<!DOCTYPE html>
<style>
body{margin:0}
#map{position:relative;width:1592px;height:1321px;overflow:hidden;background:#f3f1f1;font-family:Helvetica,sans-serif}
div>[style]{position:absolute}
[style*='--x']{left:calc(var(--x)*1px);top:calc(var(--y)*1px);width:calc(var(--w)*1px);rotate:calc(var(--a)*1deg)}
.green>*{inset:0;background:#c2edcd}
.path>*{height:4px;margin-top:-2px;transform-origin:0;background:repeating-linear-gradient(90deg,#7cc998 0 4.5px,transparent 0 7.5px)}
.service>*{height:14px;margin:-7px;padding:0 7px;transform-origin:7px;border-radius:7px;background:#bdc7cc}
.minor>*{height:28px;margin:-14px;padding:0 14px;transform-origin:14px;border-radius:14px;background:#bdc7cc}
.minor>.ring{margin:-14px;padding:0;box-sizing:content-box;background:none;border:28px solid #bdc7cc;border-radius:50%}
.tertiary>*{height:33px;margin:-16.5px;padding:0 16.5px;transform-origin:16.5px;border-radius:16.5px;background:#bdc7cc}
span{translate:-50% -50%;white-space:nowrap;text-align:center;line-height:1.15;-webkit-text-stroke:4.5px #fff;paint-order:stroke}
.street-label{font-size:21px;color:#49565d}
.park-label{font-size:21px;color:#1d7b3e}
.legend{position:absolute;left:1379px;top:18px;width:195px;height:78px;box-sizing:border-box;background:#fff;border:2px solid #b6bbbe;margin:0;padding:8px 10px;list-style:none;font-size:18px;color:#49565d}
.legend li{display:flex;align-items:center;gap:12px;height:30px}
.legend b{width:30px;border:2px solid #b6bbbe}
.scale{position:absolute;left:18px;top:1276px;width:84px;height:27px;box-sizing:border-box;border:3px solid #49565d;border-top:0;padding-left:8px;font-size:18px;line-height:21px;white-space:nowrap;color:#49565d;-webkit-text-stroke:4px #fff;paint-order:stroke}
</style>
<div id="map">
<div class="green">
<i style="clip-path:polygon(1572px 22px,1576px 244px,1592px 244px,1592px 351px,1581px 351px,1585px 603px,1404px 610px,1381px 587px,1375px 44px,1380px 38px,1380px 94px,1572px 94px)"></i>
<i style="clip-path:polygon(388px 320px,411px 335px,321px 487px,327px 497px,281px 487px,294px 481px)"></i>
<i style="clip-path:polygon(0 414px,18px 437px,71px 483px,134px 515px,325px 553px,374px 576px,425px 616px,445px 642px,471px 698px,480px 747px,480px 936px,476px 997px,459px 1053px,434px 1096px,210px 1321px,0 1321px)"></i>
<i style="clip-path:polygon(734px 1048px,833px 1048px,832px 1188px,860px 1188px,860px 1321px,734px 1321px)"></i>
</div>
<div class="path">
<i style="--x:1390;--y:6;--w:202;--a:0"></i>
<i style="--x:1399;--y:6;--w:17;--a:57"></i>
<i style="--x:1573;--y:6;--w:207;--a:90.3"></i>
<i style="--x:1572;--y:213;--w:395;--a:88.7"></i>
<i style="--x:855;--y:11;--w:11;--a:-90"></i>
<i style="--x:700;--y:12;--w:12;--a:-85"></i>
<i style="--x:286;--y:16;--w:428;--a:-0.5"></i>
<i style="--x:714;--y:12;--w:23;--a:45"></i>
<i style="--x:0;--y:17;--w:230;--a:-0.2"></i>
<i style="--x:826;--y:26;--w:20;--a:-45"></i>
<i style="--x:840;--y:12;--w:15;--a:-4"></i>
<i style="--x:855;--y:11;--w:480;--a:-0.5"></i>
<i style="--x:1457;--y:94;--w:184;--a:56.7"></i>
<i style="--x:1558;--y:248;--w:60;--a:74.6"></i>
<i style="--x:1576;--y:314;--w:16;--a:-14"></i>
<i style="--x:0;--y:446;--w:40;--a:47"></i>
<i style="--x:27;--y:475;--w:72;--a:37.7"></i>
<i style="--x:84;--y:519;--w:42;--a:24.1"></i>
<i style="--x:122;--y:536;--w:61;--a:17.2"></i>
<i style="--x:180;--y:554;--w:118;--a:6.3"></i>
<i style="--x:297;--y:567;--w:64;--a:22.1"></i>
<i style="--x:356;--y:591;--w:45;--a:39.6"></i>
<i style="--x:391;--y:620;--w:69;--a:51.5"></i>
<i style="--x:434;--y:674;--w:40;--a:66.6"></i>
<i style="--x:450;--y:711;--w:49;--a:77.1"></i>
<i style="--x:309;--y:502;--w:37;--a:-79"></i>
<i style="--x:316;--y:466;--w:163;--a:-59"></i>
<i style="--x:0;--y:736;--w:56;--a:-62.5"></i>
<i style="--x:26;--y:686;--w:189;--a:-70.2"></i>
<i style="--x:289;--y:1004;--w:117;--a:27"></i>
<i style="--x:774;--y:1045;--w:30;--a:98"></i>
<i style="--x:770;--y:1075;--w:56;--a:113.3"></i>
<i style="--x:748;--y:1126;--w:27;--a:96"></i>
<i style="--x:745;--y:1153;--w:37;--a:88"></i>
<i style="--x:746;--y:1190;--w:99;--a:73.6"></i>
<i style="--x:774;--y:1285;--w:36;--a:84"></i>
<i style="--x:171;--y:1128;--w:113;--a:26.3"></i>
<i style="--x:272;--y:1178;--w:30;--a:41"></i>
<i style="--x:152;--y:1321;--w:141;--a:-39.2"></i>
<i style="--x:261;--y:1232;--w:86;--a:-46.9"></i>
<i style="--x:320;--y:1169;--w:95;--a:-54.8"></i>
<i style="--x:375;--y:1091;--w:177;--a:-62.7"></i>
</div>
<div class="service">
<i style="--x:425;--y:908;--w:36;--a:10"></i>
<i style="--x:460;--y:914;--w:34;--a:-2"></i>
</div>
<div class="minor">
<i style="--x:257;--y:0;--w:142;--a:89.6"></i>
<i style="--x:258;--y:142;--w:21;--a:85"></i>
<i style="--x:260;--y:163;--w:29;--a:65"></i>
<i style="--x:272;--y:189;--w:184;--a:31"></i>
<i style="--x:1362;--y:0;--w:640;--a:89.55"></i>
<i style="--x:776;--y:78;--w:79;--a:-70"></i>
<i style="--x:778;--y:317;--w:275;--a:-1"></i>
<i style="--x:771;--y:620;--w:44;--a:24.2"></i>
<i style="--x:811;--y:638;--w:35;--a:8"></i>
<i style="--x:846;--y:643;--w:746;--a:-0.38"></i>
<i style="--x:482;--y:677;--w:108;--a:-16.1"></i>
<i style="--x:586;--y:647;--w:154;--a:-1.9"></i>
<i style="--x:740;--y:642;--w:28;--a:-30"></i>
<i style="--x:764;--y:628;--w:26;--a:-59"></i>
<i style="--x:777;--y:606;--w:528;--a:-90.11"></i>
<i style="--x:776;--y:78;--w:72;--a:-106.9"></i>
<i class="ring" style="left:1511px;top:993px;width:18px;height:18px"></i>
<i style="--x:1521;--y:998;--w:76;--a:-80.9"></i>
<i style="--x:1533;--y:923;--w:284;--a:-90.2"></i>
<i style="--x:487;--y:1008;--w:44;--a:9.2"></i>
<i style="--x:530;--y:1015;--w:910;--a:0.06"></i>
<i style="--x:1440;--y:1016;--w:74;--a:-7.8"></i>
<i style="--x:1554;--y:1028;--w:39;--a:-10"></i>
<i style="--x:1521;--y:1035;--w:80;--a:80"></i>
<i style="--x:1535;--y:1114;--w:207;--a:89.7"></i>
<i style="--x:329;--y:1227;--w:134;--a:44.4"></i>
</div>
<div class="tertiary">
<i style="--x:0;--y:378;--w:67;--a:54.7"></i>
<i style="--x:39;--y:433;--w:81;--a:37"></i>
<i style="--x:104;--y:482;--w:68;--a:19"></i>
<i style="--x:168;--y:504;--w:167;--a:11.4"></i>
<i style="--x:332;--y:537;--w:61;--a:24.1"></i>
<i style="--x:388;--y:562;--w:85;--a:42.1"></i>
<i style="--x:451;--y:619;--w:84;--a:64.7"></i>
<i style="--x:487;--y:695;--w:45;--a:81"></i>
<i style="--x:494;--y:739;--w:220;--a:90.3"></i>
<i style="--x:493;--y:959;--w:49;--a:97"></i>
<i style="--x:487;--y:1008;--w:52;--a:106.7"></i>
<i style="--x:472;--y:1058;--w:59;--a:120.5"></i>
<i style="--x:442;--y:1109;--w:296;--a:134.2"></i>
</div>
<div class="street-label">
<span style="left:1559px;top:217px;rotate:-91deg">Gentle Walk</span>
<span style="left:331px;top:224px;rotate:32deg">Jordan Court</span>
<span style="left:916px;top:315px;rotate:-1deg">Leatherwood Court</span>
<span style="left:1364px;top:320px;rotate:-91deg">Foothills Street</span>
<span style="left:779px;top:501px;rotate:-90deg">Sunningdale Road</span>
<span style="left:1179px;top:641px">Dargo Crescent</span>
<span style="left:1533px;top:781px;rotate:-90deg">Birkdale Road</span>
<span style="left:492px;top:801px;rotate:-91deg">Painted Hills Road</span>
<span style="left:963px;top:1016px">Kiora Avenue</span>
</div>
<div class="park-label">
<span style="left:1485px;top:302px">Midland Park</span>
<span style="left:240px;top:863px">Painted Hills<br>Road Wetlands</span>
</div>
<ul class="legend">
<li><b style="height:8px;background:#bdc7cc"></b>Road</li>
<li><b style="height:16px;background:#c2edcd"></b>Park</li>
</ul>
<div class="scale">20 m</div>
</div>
++++++++
» Required work: Begin at the first line of the material and transcribe each line exactly. End with the line containing "0 4.5px,transparent 0", and give nothing else.

» Answer box:
<!DOCTYPE html>
<style>
body{margin:0}
#map{position:relative;width:1592px;height:1321px;overflow:hidden;background:#f3f1f1;font-family:Helvetica,sans-serif}
div>[style]{position:absolute}
[style*='--x']{left:calc(var(--x)*1px);top:calc(var(--y)*1px);width:calc(var(--w)*1px);rotate:calc(var(--a)*1deg)}
.green>*{inset:0;background:#c2edcd}
.path>*{height:4px;margin-top:-2px;transform-origin:0;background:repeating-linear-gradient(90deg,#7cc998 0 4.5px,transparent 0 7.5px)}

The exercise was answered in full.